True, Harvard doesn’t normally sacrifice precision for mellifluousness when it comes to titles. The College offers a concentration in “Government” rather than “Political Science” because the department did not originally do scientific work. One can concentrate in “Organismic and Evolutionary Biology” or “Molecular and Cellular Biology,” but not simply “Biology” because that name does not encourage “learning in breadth and learning in depth.” Heck, even the term “concentration”—as opposed to the clearer, more commonly used word “major”—is a Harvard-ism.
But it’s not for themselves that the Social Studies faculty should be concerned when it comes to the concentration’s title. It’s for their students.
Year after year, Social Studies concentrators are forced to bear the stigma of the grade-school name that their plan of study carries. Within Harvard, the childishness of this name matters very little, because those in the know understand that Social Studies concentrators definitely earn their keep. In addition to braving the grueling sophomore tutorial, the honors-only concentrators are trained by top-notch professors in the fields of human rights, global health policy, and political theory. Beyond the Harvard bubble, though, the first reaction Social Studies concentrators get when they tell others what they’re studying is either a snicker or a confused stare. Rather than receiving accolades for breaking their heads on Smith, Mill, Marx, Durkheim, and Hegel, they get: “But you’re in college now, aren’t you?”
Sure, students can explain that they are indeed in college and that, yes, they are in fact studying material above the fifth grade level. But such rationales will unfortunately never appear on a transcript or an actual degree. It’s hard to imagine a spectator looking at the diploma on your wall giving an impressed whistle and patting you on the back for mastering the art of map coloring.
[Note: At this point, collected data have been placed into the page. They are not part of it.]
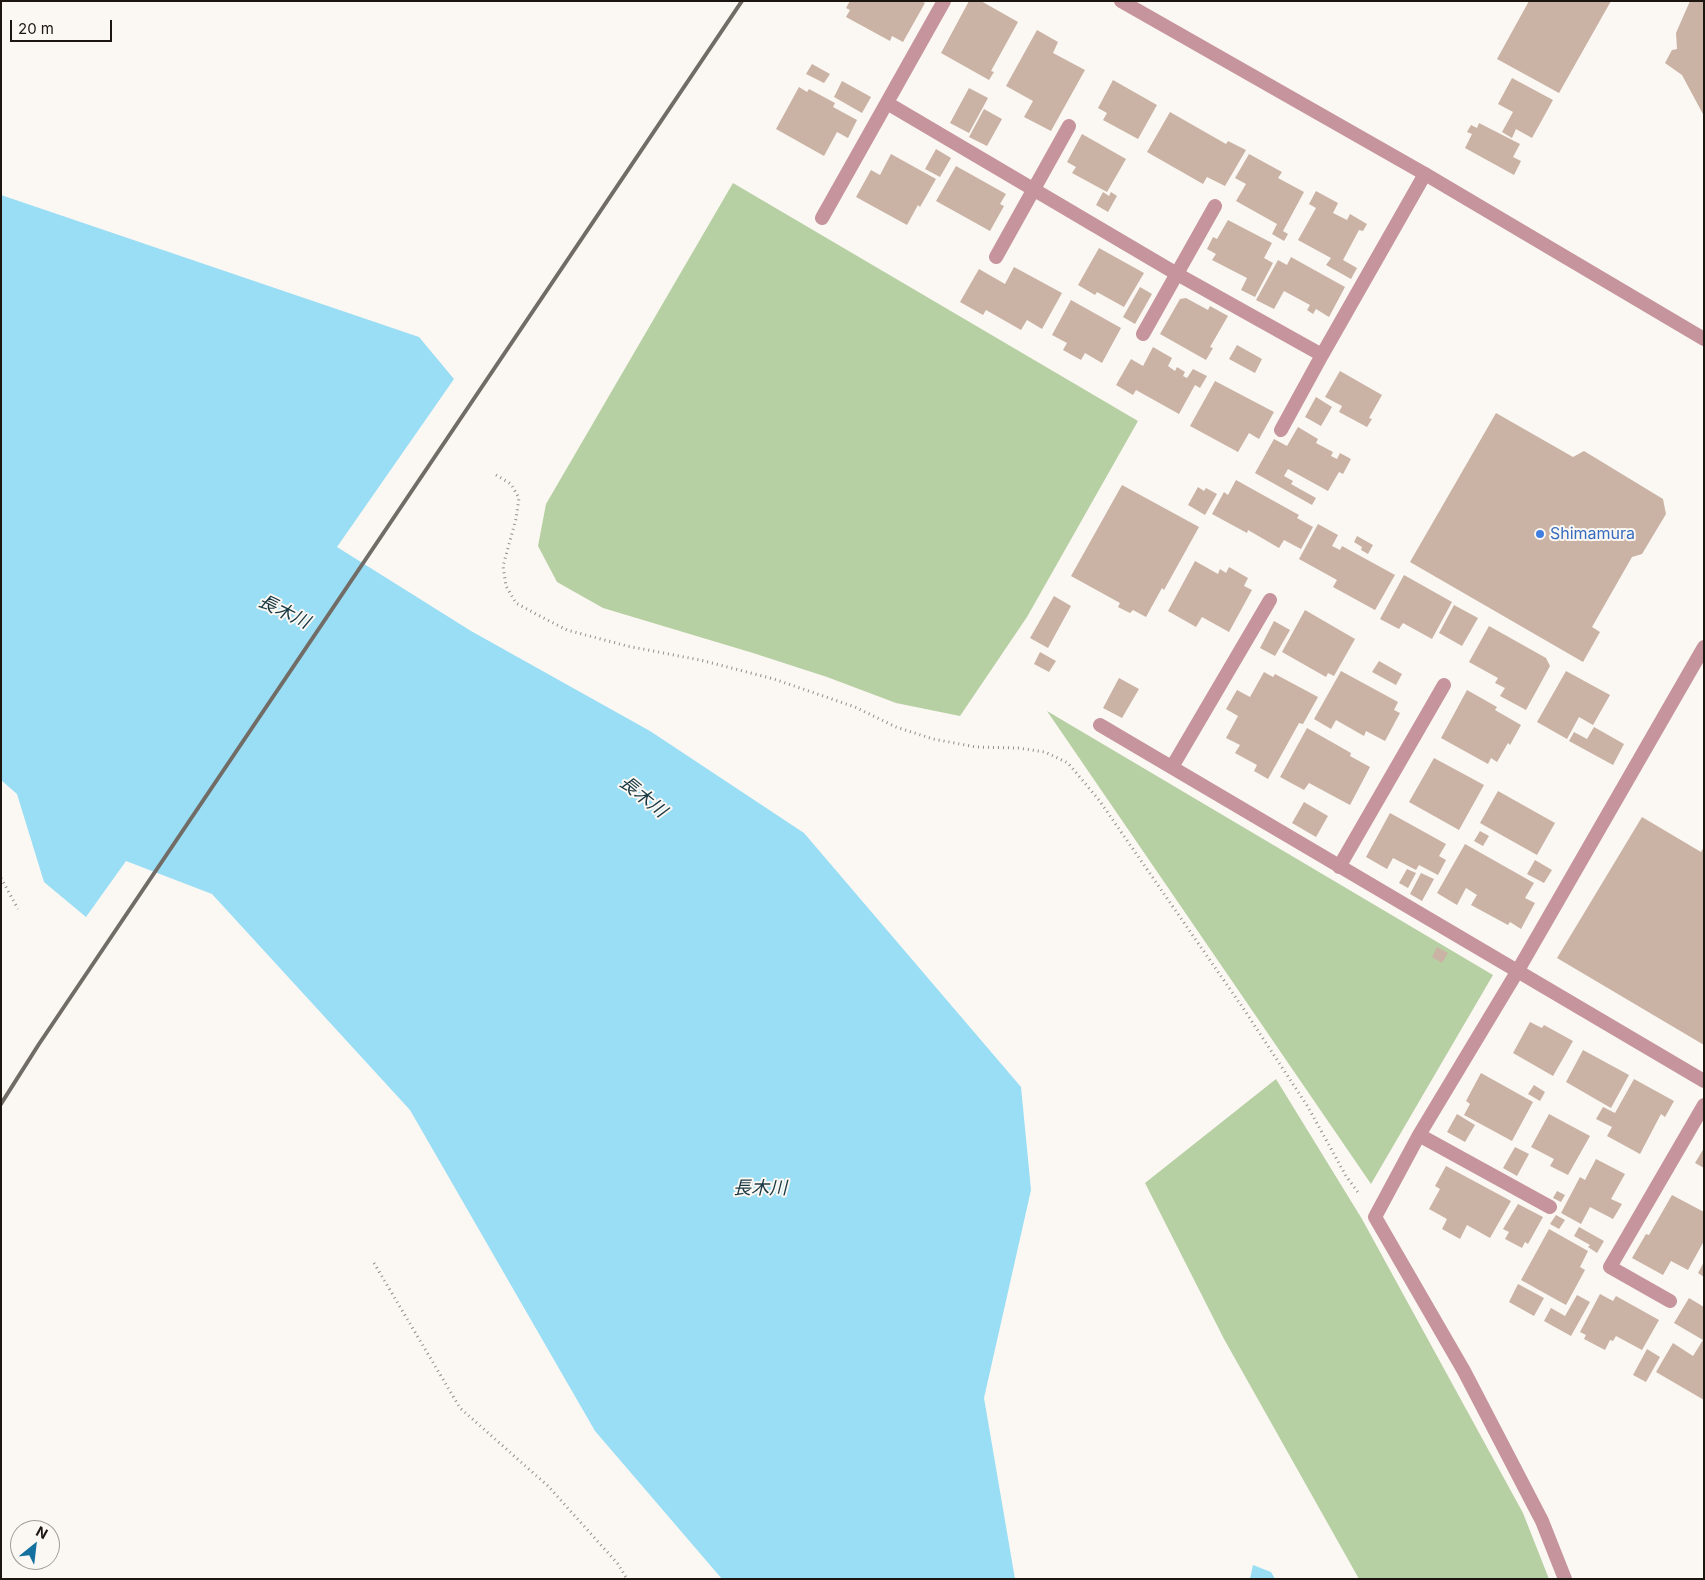 <!DOCTYPE html>
<meta charset="utf-8">
<style>
body{margin:0}
#map{position:relative;width:1705px;height:1580px;overflow:hidden;background:#fbf7f3;font-family:Inter,sans-serif}
canvas{display:block}
.frame{position:absolute;inset:0;border:2px solid #1d1510;pointer-events:none}
.north{position:absolute;left:10px;top:1520px;width:50px;height:50px;box-sizing:border-box;background:#fbf7f3;border:1px solid #a29d98;border-radius:50%;rotate:29deg;font-size:14px;font-weight:700;line-height:20px;text-align:center;color:#1d1510}
.north::after{content:'';display:block;margin:auto;width:18px;height:22px;background:#14709f;clip-path:polygon(50% 0,100% 100%,50% 72%,0 100%)}
.scale{position:absolute;left:10px;top:20px;width:102px;height:22px;box-sizing:border-box;border:2px solid #1d1510;border-top:0;padding-left:6px;font-size:15px;line-height:18px;white-space:nowrap;color:#1d1510;-webkit-text-stroke:4px #fbf7f3;paint-order:stroke}
</style>
<div id="map">
<canvas width="1705" height="1580"></canvas>
<div class="frame"></div>
<div class="north">N</div>
<div class="scale">20 m</div>
</div>
<script>
const ctx = document.querySelector('canvas').getContext('2d');
ctx.lineJoin = 'round';
function fill(path, color) { ctx.fillStyle = color; ctx.fill(path, 'evenodd'); }
const toPath = rows => new Path2D(rows.map(r => 'M' + r).join(''));
function trace(path, color, width, dash) { ctx.strokeStyle = color; ctx.lineWidth = width; ctx.lineCap = dash ? 'butt' : 'round'; ctx.setLineDash(dash || []); ctx.stroke(path); }
function drawText(font, color, halo, rows, align = 'center') {
  ctx.font = font + ' Inter,"Noto Sans JP",sans-serif'; ctx.lineWidth = 4; ctx.setLineDash([]); ctx.textBaseline = 'middle'; ctx.strokeStyle = halo; ctx.fillStyle = color; for (const [text, x, y, turn = 0] of rows) {
    ctx.save(); ctx.translate(x, y); ctx.rotate((+turn || 0) * Math.PI / 180); ctx.textAlign = isNaN(turn) ? turn : align; if (halo) ctx.strokeText(text, 0, 0); ctx.fillText(text, 0, 0); ctx.restore();
  }
}
fill(toPath([
 [733,183,1138,421,1027,617,960,716,896,703,827,677,753,653,603,608,557,582,538,546,546,504],
 [1047,711,1493,975,1371,1184],
 [1276,1079,1362,1219,1523,1513,1549,1579,1359,1579,1224,1339,1145,1183]
]), '#b7d0a3');
fill(toPath([
 [1,195,419,337,454,379,337,547,471,631,650,731,804,833,1021,1087,1031,1190,984,1398,1015,1579,722,1579,595,1431,410,1110,212,894,126,861,86,917,44,882,17,794,1,780],
 [1253,1565,1271,1572,1275,1579,1250,1579]
]), '#99def4');
fill(toPath([
 [850,1,922,1,925,3,903,42,892,36,890,41,846,17,850,10,846,8],
 [969,1,981,1,1018,22,991,71,994,72,989,80,941,53],
 [1529,1,1611,1,1559,93,1497,59],
 [1690,1,1704,1,1704,116,1682,75,1665,63,1672,50,1677,49,1676,33],
 [1037,30,1058,42,1053,53,1085,70,1051,131,1024,117,1033,101,1006,86],
 [812,64,830,74,824,83,806,74],
 [1512,78,1553,100,1532,138,1516,129,1512,138,1502,132,1513,112,1498,104],
 [1113,80,1157,105,1138,139,1103,120,1107,113,1098,108],
 [842,81,871,97,862,113,834,97],
 [799,87,807,92,809,89,835,103,833,107,857,120,848,138,837,132,824,156,776,129],
 [969,88,988,98,969,133,950,123],
 [984,109,1002,119,987,146,969,137],
 [1170,112,1226,144,1228,141,1246,150,1225,186,1207,177,1203,184,1147,152],
 [1479,123,1520,144,1513,157,1521,161,1514,175,1465,148,1472,134,1467,132,1471,125,1477,128],
 [1082,134,1126,159,1107,192,1072,173,1076,167,1067,162],
 [936,149,951,158,940,177,925,169],
 [891,154,936,179,920,207,918,205,907,225,856,197,871,170,880,175],
 [1249,154,1282,172,1278,178,1304,192,1283,231,1288,234,1284,241,1272,234,1277,224,1236,201,1246,184,1235,178],
 [956,166,1006,194,1000,204,1004,206,990,231,936,201],
 [1316,191,1338,203,1333,213,1347,220,1350,214,1367,224,1363,231,1359,230,1343,260,1357,268,1351,279,1326,265,1331,258,1298,240,1316,208,1309,204],
 [1103,192,1109,196,1111,192,1117,196,1108,212,1096,205],
 [1228,220,1272,243,1264,258,1273,263,1255,297,1241,290,1247,278,1212,260,1216,254,1207,249,1213,237,1217,239],
 [1099,248,1144,273,1124,307,1097,292,1095,295,1078,285],
 [1291,257,1345,287,1329,317,1316,309,1313,314,1307,310,1310,305,1284,291,1274,309,1256,300,1278,260,1287,265],
 [1014,267,1062,293,1042,329,1027,320,1021,330,986,310,983,315,960,302,979,269,1005,284],
 [1140,287,1152,294,1135,324,1123,317],
 [1186,298,1208,310,1210,306,1228,316,1210,347,1213,348,1206,360,1160,334,1180,299],
 [1071,300,1121,328,1102,363,1085,353,1081,360,1063,350,1067,343,1052,335],
 [1237,345,1262,359,1255,373,1229,359],
 [1153,347,1172,358,1168,366,1175,371,1177,367,1185,372,1183,376,1187,378,1193,369,1207,376,1200,388,1195,385,1179,414,1136,390,1133,395,1116,385,1131,359,1143,366],
 [1340,371,1382,395,1369,418,1372,419,1367,427,1339,412,1342,406,1325,397],
 [1215,381,1274,412,1259,439,1249,433,1238,452,1190,426],
 [1316,397,1332,407,1321,426,1305,417],
 [1496,413,1573,457,1584,451,1663,499,1666,514,1642,554,1632,557,1592,627,1600,632,1583,662,1410,562],
 [1298,427,1318,439,1316,443,1333,452,1331,456,1337,459,1340,453,1351,459,1343,474,1339,472,1328,491,1288,469,1284,476,1293,481,1291,484,1316,498,1312,505,1255,473,1274,439,1287,446],
 [1236,480,1299,515,1297,518,1313,527,1301,549,1284,540,1279,548,1248,530,1247,533,1212,514,1224,492,1228,495],
 [1122,485,1199,527,1164,590,1162,588,1146,617,1133,610,1130,613,1118,607,1120,603,1071,576],
 [1198,487,1204,491,1206,488,1217,494,1205,515,1188,505],
 [1318,524,1338,535,1332,546,1340,550,1342,546,1395,575,1375,610,1333,587,1337,580,1299,559],
 [1357,536,1373,545,1368,554,1361,550,1362,547,1354,542],
 [1195,561,1218,574,1220,569,1226,573,1229,567,1248,578,1244,586,1252,590,1229,632,1202,617,1196,627,1168,611],
 [1404,575,1452,602,1432,639,1403,623,1399,629,1380,619],
 [1054,596,1071,606,1048,648,1030,638],
 [1454,605,1478,618,1462,646,1439,633],
 [1305,610,1355,639,1334,676,1328,673,1326,677,1282,652],
 [1274,621,1290,630,1275,656,1260,648],
 [1489,626,1546,658,1550,666,1526,710,1500,696,1505,688,1495,683,1498,678,1469,662],
 [1040,652,1056,661,1049,672,1034,664],
 [1379,661,1402,674,1396,685,1372,672],
 [1341,671,1398,702,1394,710,1400,713,1385,741,1366,731,1364,736,1336,720,1331,729,1314,719],
 [1566,671,1610,695,1593,725,1579,717,1567,739,1537,722],
 [1264,672,1273,677,1275,674,1318,697,1303,724,1299,723,1268,779,1254,771,1257,765,1235,753,1240,745,1226,738,1238,716,1226,709,1237,690,1250,697],
 [1119,678,1139,689,1122,718,1103,708],
 [1467,690,1497,707,1495,710,1521,725,1510,745,1508,743,1497,762,1491,758,1488,764,1441,738],
 [1594,727,1624,744,1613,765,1569,741,1574,732,1587,739],
 [1307,728,1351,753,1350,756,1370,767,1350,805,1309,783,1304,790,1280,777],
 [1434,758,1484,785,1459,830,1409,802],
 [1498,791,1555,823,1537,855,1480,823],
 [1304,802,1328,816,1316,837,1292,823],
 [1390,813,1446,844,1439,856,1446,860,1438,875,1419,865,1416,870,1393,858,1387,869,1366,857],
 [1642,817,1701,852,1704,847,1704,1045,1557,958],
 [1480,831,1489,836,1483,846,1474,841],
 [1465,844,1534,883,1525,898,1535,903,1521,929,1510,922,1508,925,1471,905,1477,895,1466,888,1457,905,1437,893],
 [1535,860,1552,870,1544,883,1527,874],
 [1407,869,1416,873,1408,888,1399,883],
 [1421,873,1434,879,1422,901,1410,894],
 [1437,947,1448,953,1442,963,1432,957],
 [1530,1022,1542,1028,1544,1025,1573,1041,1553,1076,1513,1053],
 [1583,1050,1629,1075,1611,1108,1566,1082],
 [1481,1073,1533,1102,1512,1141,1464,1115,1470,1104,1466,1101],
 [1634,1079,1674,1101,1665,1117,1661,1114,1640,1154,1607,1136,1612,1127,1596,1119,1603,1107,1615,1113],
 [1534,1085,1545,1092,1540,1101,1528,1094],
 [1457,1114,1475,1125,1465,1142,1447,1132],
 [1549,1114,1590,1136,1568,1175,1550,1166,1554,1159,1531,1147],
 [1515,1147,1529,1154,1517,1176,1503,1168],
 [1704,1148,1704,1168,1695,1163],
 [1596,1159,1625,1174,1611,1199,1622,1204,1613,1219,1590,1207,1581,1224,1561,1213,1580,1177,1585,1180],
 [1446,1166,1511,1201,1490,1238,1467,1225,1460,1239,1442,1229,1447,1219,1429,1209,1440,1189,1435,1186],
 [1557,1191,1565,1195,1561,1202,1553,1198],
 [1672,1195,1704,1212,1704,1241,1688,1270,1671,1261,1663,1275,1632,1258,1646,1234,1649,1235],
 [1518,1204,1543,1217,1528,1244,1525,1242,1522,1248,1505,1239,1509,1232,1503,1229],
 [1556,1215,1565,1220,1559,1229,1550,1224],
 [1579,1227,1604,1241,1597,1253,1588,1247,1590,1245,1574,1236],
 [1549,1229,1588,1251,1580,1267,1585,1270,1566,1305,1521,1280],
 [1704,1262,1704,1277,1698,1273],
 [1518,1284,1544,1298,1534,1316,1509,1302],
 [1600,1294,1613,1301,1616,1296,1659,1320,1642,1350,1616,1336,1613,1341,1610,1340,1605,1350,1584,1339,1586,1335,1580,1332],
 [1577,1295,1590,1302,1571,1336,1544,1321,1551,1308,1565,1316],
 [1689,1298,1704,1307,1704,1400,1656,1372,1673,1343,1693,1356,1703,1340,1674,1323],
 [1647,1349,1660,1357,1646,1382,1633,1375]
]), '#cab3a4');
trace(toPath([
 [496,475,511,484,519,498,516,519,503,566,506,586,516,603,536,614,567,630,627,646,700,660,774,679,855,707,896,727,933,739,976,747,1018,748,1045,752,1068,763,1099,800,1243,1008,1308,1107,1346,1176,1360,1195],
 [1,878,18,909],
 [374,1263,460,1408,548,1486,618,1564,627,1579]
]), '#948e89', 3, [1, 4]);
trace(toPath([
 [887,103,1177,274,1322,355,1425,174],
 [822,218,944,1],
 [996,257,1069,126],
 [1143,334,1215,206],
 [1281,430,1322,355],
 [1100,725,1704,1081],
 [1172,767,1270,600],
 [1339,867,1444,685],
 [1419,1135,1550,1207],
 [1670,1301,1610,1267,1704,1105],
 [1565,1579,1542,1521,1464,1371,1375,1217,1419,1135,1517,972,1704,647]
]), '#c6949c', 14);
trace(toPath([
 [1121,1,1425,174,1704,339]
]), '#c6949c', 14);
trace(toPath([
 [1,1104,39,1044,742,1]
]), '#726c67', 4);
for (const [x, y, r, color] of [
 [1540,534,5,"#3f7fe0"]
]) { const dot = new Path2D(); dot.arc(x, y, r, 0, 2 * Math.PI); ctx.fillStyle = color; ctx.fill(dot); trace(dot, '#fbf7f3', 2); }
drawText('16px', '#366cbe', '#fbf7f3', [
 ["Shimamura",1550,534]
], 'left');
drawText('italic 18px', '#173842', '#fbf7f3', [
 ["長木川",284,612,26],
 ["長木川",643,797,39],
 ["長木川",760,1189]
]);
</script>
Such anguish could be avoided with an effortless name change to either “Social and Political Theory” or “Social Thought.” Indeed, although “Social Studies” may seem to be the best title for a concentration that employs “an integrated approach to the study of social phenomena,” plenty of similar programs exist with names that don’t remind outsiders of diorama projects. First instituted at Oxford in the 1920s, the degree program “Philosophy, Politics, and Economics” (PPE) offers an almost identical academic experience as Social Studies does without the juvenile title. PPE is now offered, in some form or another, at Yale, Duke, Notre Dame, and the University of Pennsylvania. The description of Yale’s program in “Ethics, Politics, and Economics,” for instance, is nearly identical to Social Studies’: it joins the “analytic rigor of the social sciences” with the “enduring normative questions of philosophy” to explore the “institutions, practices, and policies” of the modern era.
True, the name “Social Studies” carries the weight of nearly five decades of blood, sweat, and tears, while a name like “PPE” does not. But the nostalgia should be left to the professors. The students are the ones who will need to tell their grandchildren what they studied as an undergraduate. A sign by the Radcliffe Quadrangle currently advertises the main offices for “Social Studies” right next to the “Quad Library.” Now that the latter’s appearance on that sign is an anachronism, hopefully the former can follow suit.
Avishai D. Don '12, a Crimson editorial comper, lives in Pforzheimer house.